Little Children is a mind-numbingly boring and self-absorbed tale of adults who refuse to help themselves. The film stars Kate Winslet and Patrick Wilson as a couple who are involved in an adulterous affair; it co-stars Jackie Earle Haley as a pedophilic flasher and Noah Emmerich as the ex-cop obsessed with punishing him.

This film uses a tired and worn out critique of suburban America, portraying suburbia as filled with useless fears and petty gossip. However, this film fails to engender sympathy for any of these characters or the stifling environment in which they are supposedly wallowing. The characters do nothing to help their troubled marriages or to change the situations we are supposed to believe are so unbearable.

The crux of this movie lies in a quote from the very beginning where Sarah (Kate Winslet) eavesdrops on a conversation between three suburbanite mothers. One mother mentions how she and her husband set aside time for sex, and Sarah says to herself, “Yeah, I bet she does whether she wants to or not.” What Sarah and this film fail to realize is that it is precisely the obligations that we often do not want to fulfill that sometimes make the world go ‘round. The Catholic tradition uses sayings like “complete self gift” and “total self sacrifice” to describe marriage. Although the language may sound too flowery and unrealistic, all good marriages, not to mention good lives, contain moments of self-sacrifice. Little Children, however, does not convey this point.

The fantastic series of events that end this film destroys any realism that may have slightly redeemed it. The film sends the message that you should live life like a leaf blown in the wind, floating from one desire to the next, and, in the end, God or the forces of nature will take over like a crescendo and guide you towards happiness.
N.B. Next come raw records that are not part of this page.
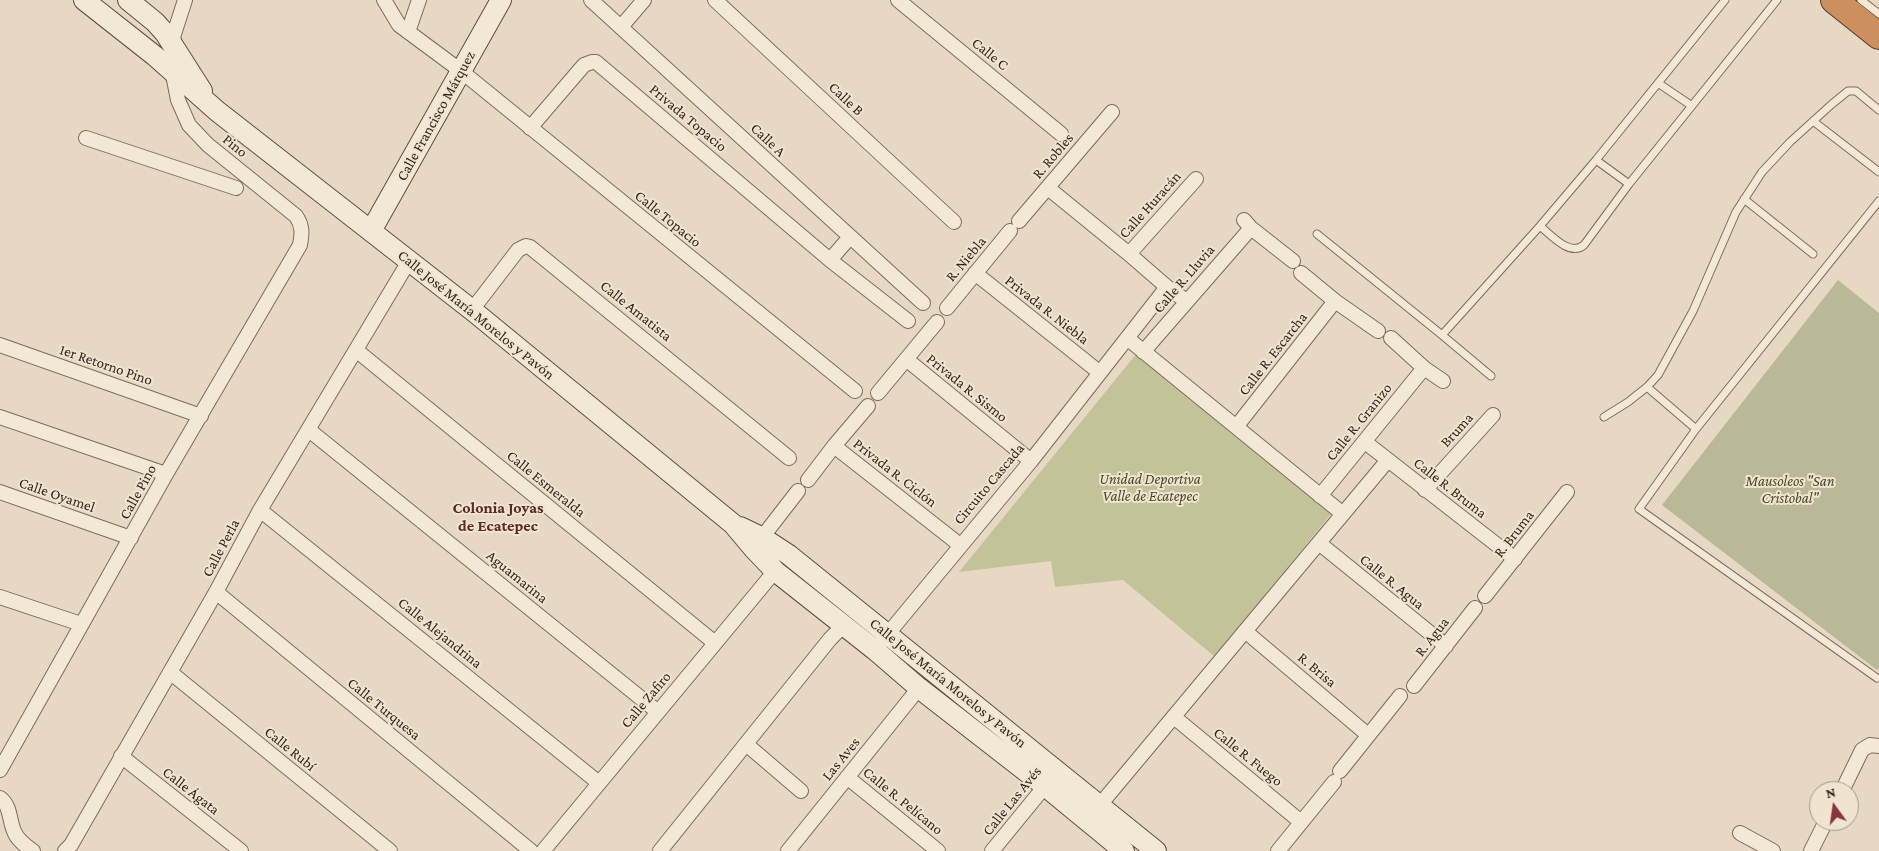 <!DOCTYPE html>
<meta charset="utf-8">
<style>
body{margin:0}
#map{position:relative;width:1879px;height:851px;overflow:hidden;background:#e7d8c3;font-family:"Crimson Pro",serif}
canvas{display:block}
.north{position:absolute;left:1809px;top:781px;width:50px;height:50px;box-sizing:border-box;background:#f0e4d1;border:1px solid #a49889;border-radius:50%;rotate:346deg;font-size:14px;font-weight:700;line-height:20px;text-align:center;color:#31251e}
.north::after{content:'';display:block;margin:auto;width:18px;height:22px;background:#86343e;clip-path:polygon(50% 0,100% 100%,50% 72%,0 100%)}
</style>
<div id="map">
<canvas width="1879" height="851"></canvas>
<div class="north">N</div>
</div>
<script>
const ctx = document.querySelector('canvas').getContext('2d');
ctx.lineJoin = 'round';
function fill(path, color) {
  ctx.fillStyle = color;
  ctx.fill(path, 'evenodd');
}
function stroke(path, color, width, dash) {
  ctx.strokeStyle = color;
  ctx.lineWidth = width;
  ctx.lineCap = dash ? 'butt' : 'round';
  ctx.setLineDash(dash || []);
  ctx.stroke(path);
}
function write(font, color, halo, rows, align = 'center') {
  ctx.font = font + ' "Crimson Pro",serif';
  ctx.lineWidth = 4;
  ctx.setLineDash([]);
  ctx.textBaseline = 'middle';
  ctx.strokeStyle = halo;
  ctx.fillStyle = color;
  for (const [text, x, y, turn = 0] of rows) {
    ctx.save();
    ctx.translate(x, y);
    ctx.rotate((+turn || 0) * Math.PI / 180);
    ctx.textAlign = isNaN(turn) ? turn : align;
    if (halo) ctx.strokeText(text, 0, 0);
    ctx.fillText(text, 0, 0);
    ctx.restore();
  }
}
fill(new Path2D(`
 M1137 353 1331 514 1215 657 1123 580 1055 587 1051 561 959 572Z`), '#c3c399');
fill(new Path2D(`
 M1838 280 1879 313V668L1877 670 1662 505Z`), '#b9b997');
const lane = new Path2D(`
 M1861 0 1879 14
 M1658 83 1692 106
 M1813 121 1879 172
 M1596 160 1629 184
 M1744 199 1813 254
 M1540 226C1551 235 1570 257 1584 245L1629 184 1777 0
 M1317 234 1442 335 1540 226 1596 160 1725 0
 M1442 335 1491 376
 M1647 387 1696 429
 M1604 417 1628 402 1647 387 1658 375 1693 311 1736 212 1762 172 1790 142 1832 104 1848 91H1856L1879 110
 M1877 678 1639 509 1696 429 1879 201`);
const street = new Path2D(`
 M384 0 399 25 461 71 855 391
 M591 0 923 303
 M715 0 954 222
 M898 0 1061 134
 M621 27 644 0
 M408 32 419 0
 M172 48 174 34 185 0
 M530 128 584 65 592 62H596L830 260 908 321
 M86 138 236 188
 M1048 188 1129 254 1167 287 1186 301
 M1244 220 1251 228 1293 261
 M1019 221 1112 112
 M1129 254 1196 179
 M830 260 850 237
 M975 273 1099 372
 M1301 273 1335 301 1378 331
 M947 308 1010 231
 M472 310 518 250 526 246 530 247 789 458
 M1127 338 1343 514
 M1391 338 1424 368 1443 381
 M0 345 201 416
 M356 350 715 643
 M1143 352 1251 228
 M906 359 1031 461
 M878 393 937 322
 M0 417 166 474
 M1236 427 1335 301
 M309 430 658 712
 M1365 442 1515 559
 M834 446 960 545
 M808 480 834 446 868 406
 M1425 490 1493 415
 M0 492 131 538
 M1320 496 1424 368
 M260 510 599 783
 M1319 543 1446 646
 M757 544 798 491
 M216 592 531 851
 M1485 596 1567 492
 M0 597 81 624
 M1245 631 1368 735
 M882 641 1031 461 1167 287
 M170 672 390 851
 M1414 686 1475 608
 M1174 717 1301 822
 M746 744 801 791
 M121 756 241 851
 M0 770 166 474 300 245C302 234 303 226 296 216L208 145 189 125 178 100 172 70
 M1340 771 1400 696
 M847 777 938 851
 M1842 791 1862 750 1870 745 1879 746
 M0 798C11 806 9 820 14 831 17 840 26 846 33 851
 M1094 812 1388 460
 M1740 833 1773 851
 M65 851 71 845 216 592 260 510 409 261
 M543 851 775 571
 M660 851 830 639 843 626
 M788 851 919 688
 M992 851 1050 780
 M1278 851 1334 782
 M1811 851 1826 821`);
const secondary = new Path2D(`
 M84 0 155 56 217 111 472 310 733 524 754 549 775 571 875 650 919 688 1045 786 1124 851
 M128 0 155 22 165 33 202 91
 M371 231 501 0
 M740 527 763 538 789 555 1156 851`);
const highway = new Path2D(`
 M1834 0 1879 36`);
stroke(lane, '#7f6b5c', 9);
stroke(street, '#7f6b5c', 16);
stroke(secondary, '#614d3f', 22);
stroke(highway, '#4d3a30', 28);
stroke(lane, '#f3e7d5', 7);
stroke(street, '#f3e7d5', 14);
stroke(secondary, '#f3e7d5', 20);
stroke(highway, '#cc905e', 26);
write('15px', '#31251e', '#f0e4d1', [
 ["Calle C",990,54,39],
 ["Calle B",846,99,43],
 ["Calle Francisco Márquez",436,116,-61],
 ["Privada Topacio",688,118,40],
 ["Calle A",768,140,43],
 ["Pino",235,146,39],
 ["R. Robles",1053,156,-50],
 ["Calle Huracán",1150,205,-48],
 ["Calle Topacio",668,219,39],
 ["R. Niebla",966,259,-50],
 ["Calle R. Lluvia",1184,279,-49],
 ["Privada R. Niebla",1047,310,38],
 ["Calle Amatista",636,311,39],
 ["Calle José María Morelos y Pavón",476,315,39],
 ["Calle R. Escarcha",1273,354,-52],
 ["1er Retorno Pino",106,365,19],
 ["Privada R. Sismo",967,388,39],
 ["Calle R. Granizo",1359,422,-51],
 ["Bruma",1457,430,-48],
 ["Privada R. Ciclón",895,473,38],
 ["Calle Esmeralda",546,484,39],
 ["Circuito Cascada",989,484,-50],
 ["Calle R. Bruma",1450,488,38],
 ["Calle Pino",138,492,-61],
 ["Calle Oyamel",57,495,19],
 ["R. Bruma",1514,534,-52],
 ["Calle Perla",221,548,-62],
 ["Aguamarina",517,577,39],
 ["Calle R. Agua",1392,582,39],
 ["Calle Alejandrina",440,633,39],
 ["R. Agua",1432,637,-52],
 ["R. Brisa",1317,670,40],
 ["Calle José María Morelos y Pavón",948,683,39],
 ["Calle Zafiro",646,700,-50],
 ["Calle Turquesa",384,709,39],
 ["Calle Rubí",290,749,39],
 ["Calle R. Fuego",1248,757,39],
 ["Las Aves",841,759,-51],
 ["Calle Ágata",191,791,38],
 ["Calle R. Pelícano",903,801,39],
 ["Calle Las Avés",1012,801,-51]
]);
write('italic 15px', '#454a28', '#f0e4d1', [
 ["Unidad Deportiva",1150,479],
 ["Valle de Ecatepec",1150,496],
 ["Mausoleos \"San",1790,481],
 ["Cristobal\"",1790,498]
]);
write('bold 16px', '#582924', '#f0e4d1', [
 ["Colonia Joyas",498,508],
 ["de Ecatepec",498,526]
]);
</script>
This film represents the very self-obsessed desires that it seeks to mock. Little Children is a movie about rich, attractive, white people and the problems they create for themselves through fear of confrontation or the desire to take the easy way out of even a slightly uncomfortable situation. The plot is convoluted, mixing mostly realistic scenarios with an all-too fantastic ending. Weak characters inspire nothing but apathy. As St. Paul said of his experience and advised, “I put away childish things.” I would advise any potential renters to do the same and leave Little Children on the shelf.